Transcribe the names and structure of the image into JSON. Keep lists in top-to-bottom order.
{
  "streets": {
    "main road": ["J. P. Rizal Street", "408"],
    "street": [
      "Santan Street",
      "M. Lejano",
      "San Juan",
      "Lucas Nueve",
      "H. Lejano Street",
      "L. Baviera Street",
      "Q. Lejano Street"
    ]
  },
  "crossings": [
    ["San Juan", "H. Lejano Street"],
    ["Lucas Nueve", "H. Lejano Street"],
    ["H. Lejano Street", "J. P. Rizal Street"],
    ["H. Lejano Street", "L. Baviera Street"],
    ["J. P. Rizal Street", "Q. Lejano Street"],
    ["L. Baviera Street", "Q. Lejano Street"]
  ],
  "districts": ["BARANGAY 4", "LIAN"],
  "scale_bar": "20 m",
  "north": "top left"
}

※

:: EXERCISE DETAILS ::
Would you restate the material word for word, leaving nothing out?

:: RESPONSE TO THIS EXERCISE ::
Transcribe the names and structure of the image into JSON. Keep lists in top-to-bottom order.
{
  "streets": {
    "main road": ["J. P. Rizal Street", "408"],
    "street": [
      "Santan Street",
      "M. Lejano",
      "San Juan",
      "Lucas Nueve",
      "H. Lejano Street",
      "L. Baviera Street",
      "Q. Lejano Street"
    ]
  },
  "crossings": [
    ["San Juan", "H. Lejano Street"],
    ["Lucas Nueve", "H. Lejano Street"],
    ["H. Lejano Street", "J. P. Rizal Street"],
    ["H. Lejano Street", "L. Baviera Street"],
    ["J. P. Rizal Street", "Q. Lejano Street"],
    ["L. Baviera Street", "Q. Lejano Street"]
  ],
  "districts": ["BARANGAY 4", "LIAN"],
  "scale_bar": "20 m",
  "north": "top left"
}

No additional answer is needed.